Greater Harrisburg's Community Magazine

One Soul at a Time: For Midland Cemetery, National Register designation marks another milestone in long preservation effort

Elizabeth Jefferies & Barbara Barksdale

Barbara Barksdale recounted the time that she reassured a volunteer that they would find graves in the tangled vines, brush and tight trees of the hillside at Midland Cemetery.

“We know they’re down there, and we’ll pull them out one soul at a time,” she recalled saying to a member of Team Rubicon, a military veteran volunteer organization that was helping at the cemetery.

The graves of this historic Black cemetery are in the trees because of decades of neglect and forgotten history. But after 32 years of recovering this hallowed place, protection is available in the form of the National Register of Historic Places to keep it from being lost to the generations again.

“When I first started this project, I had no clue what the State Historic Preservation program or National Register was,” Barksdale said. “I started because of my grandfather. I started because I wanted to do something for him.”

Now, Midland Cemetery, founded in 1795, has been nominated to the National Register of Historic Places, much to the relief and elation of Barksdale.

“To me, it meant nobody could destroy it anymore,” she said.

While a listing in the register doesn’t guarantee the cemetery’s existence in perpetuity, it does offer some security.

“It validates that it’s not just special to us or to the community, but something of national significance,” said historian Steven Burg, a professor at Shippensburg University.

Burg serves on the board of the Pennsylvania Hallowed Grounds project (PAHG), which aims to preserve African American burial sites across Pennsylvania, of which 150 have been found.

Burg said that a National Register listing protects the cemetery against any kind of project funded with state or federal money and that any development would include more review.

“It forces builders to stop and consider what they are doing before moving forward,” Burg said.

Barksdale pointed out why this is important. Down the hill from the cemetery runs Kelker Street. Across Kelker is a cemetery sign and Steelton-Highspire High School.

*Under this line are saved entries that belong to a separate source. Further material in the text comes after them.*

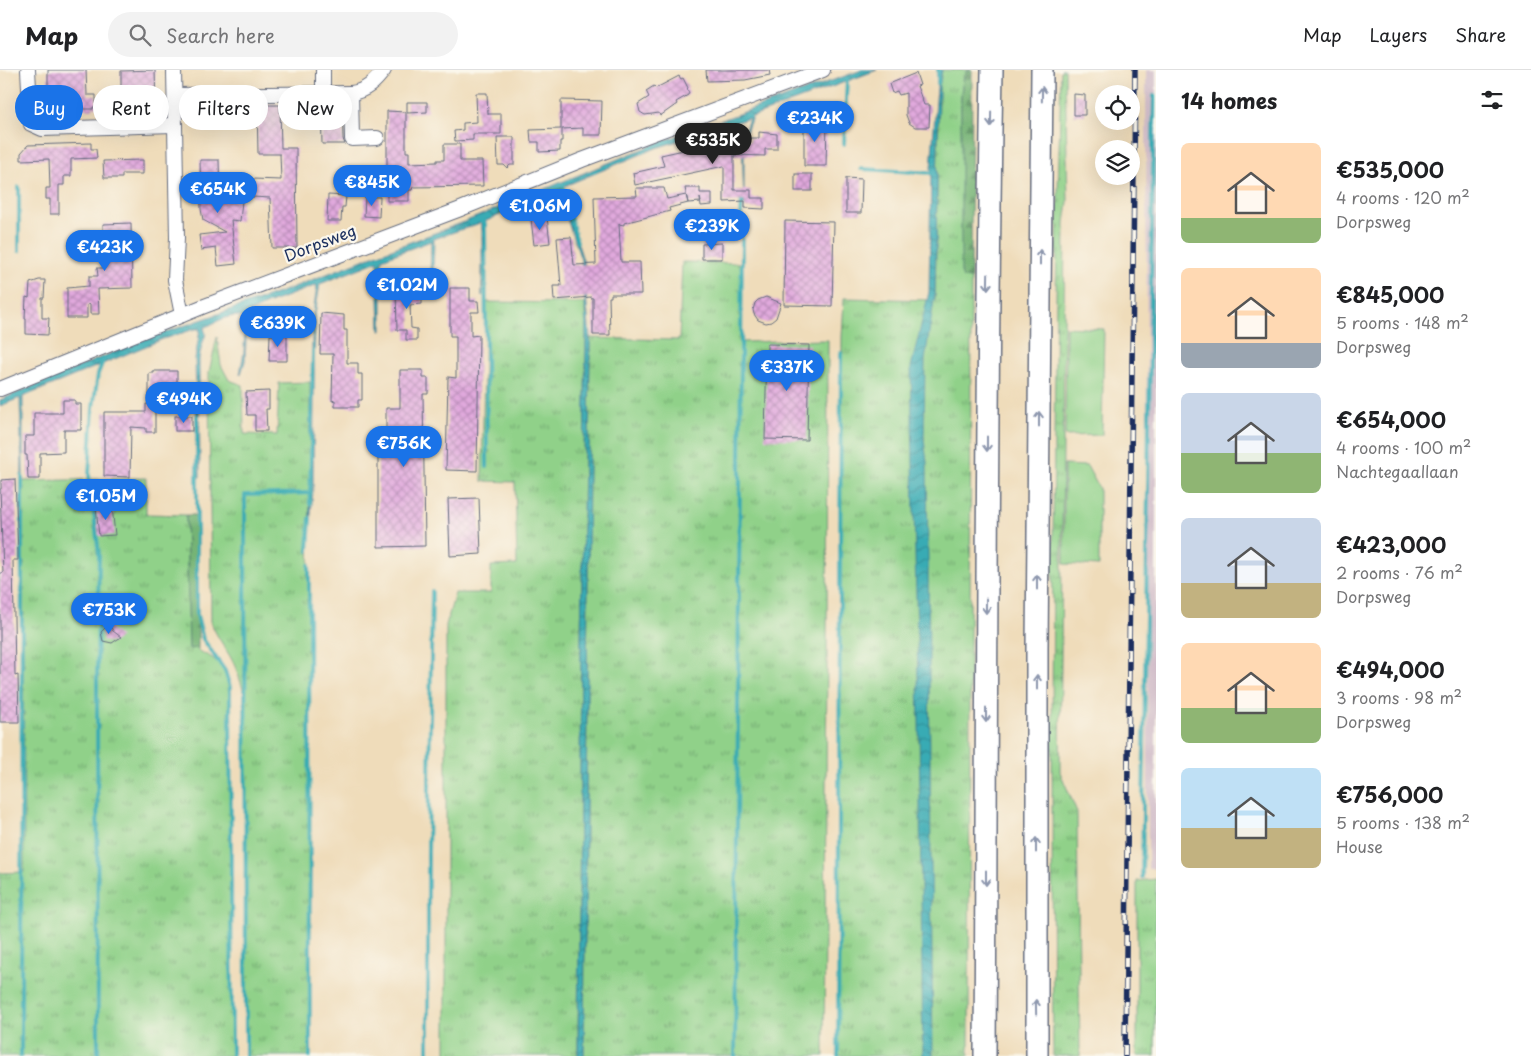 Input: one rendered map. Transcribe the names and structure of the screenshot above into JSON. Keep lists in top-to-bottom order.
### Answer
{
  "streets": {
    "street": ["Dorpsweg"]
  },
  "page": {
    "header": "Map",
    "search": "Search here",
    "nav": ["Map", "Layers", "Share"],
    "heading": "14 homes",
    "chip": [
      "Buy",
      "Rent",
      "Filters",
      "New"
    ],
    "price": [
      "€234K",
      "€535K",
      "€845K",
      "€654K",
      "€1.06M",
      "€239K",
      "€423K",
      "€1.02M",
      "€639K",
      "€337K",
      "€494K",
      "€756K",
      "€1.05M",
      "€753K"
    ],
    "list": [
      {
        "name": "€535,000",
        "note": "4 rooms · 120 m² · Dorpsweg"
      },
      {
        "name": "€845,000",
        "note": "5 rooms · 148 m² · Dorpsweg"
      },
      {
        "name": "€654,000",
        "note": "4 rooms · 100 m² · Nachtegaallaan"
      },
      {
        "name": "€423,000",
        "note": "2 rooms · 76 m² · Dorpsweg"
      },
      {
        "name": "€494,000",
        "note": "3 rooms · 98 m² · Dorpsweg"
      },
      {
        "name": "€756,000",
        "note": "5 rooms · 138 m² · House"
      }
    ]
  }
}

“You see that billboard over there? That’s the beginning of the cemetery,” Barksdale said. “Most people have no idea and even that man just drove over it. They didn’t realize they drove over the bodies, because the bodies are under the street.”

The bodies in the cemetery are friends and family of the community who served as Buffalo Soldiers, U.S. Colored Troops, Montford Point Marines and World War I and World War II veterans. These bodies were people who formed churches, like the Monumental AME Church in Steelton, and served as civic leaders and steel workers, foundational to the community.

Barksdale said that, when she first began cleaning up the cemetery, she used these souls as reasons why local officials should allow her to do her work. She was told that she was trespassing and would be jailed if she continued. Continue she did, but that history exemplifies why it’s important to look to future preservation.

“We’re not going to be here forever, and we want to preserve what we’ve gone through to get here,” said Elizabeth Jefferies, Friends of Midland Cemetery board member.

 

The Long View

Allowing cemeteries into the National Register of Historic Places is a new phenomenon.

Burg explained that the National Preservation Act of 1966 did not include cemeteries because there were just so many. But, in 2020, the State Historic Preservation Office in collaboration with PAHG, created a process to allow their inclusion, which the National Park Service approved in 2021. Now, the goal is to increase the number of African American cemeteries on the list.

“We’re taking the long view,” Burg said.

For Barksdale, the long view includes educating students about the cemetery. She works with teachers at the high school to provide a holistic learning experience via the cemetery.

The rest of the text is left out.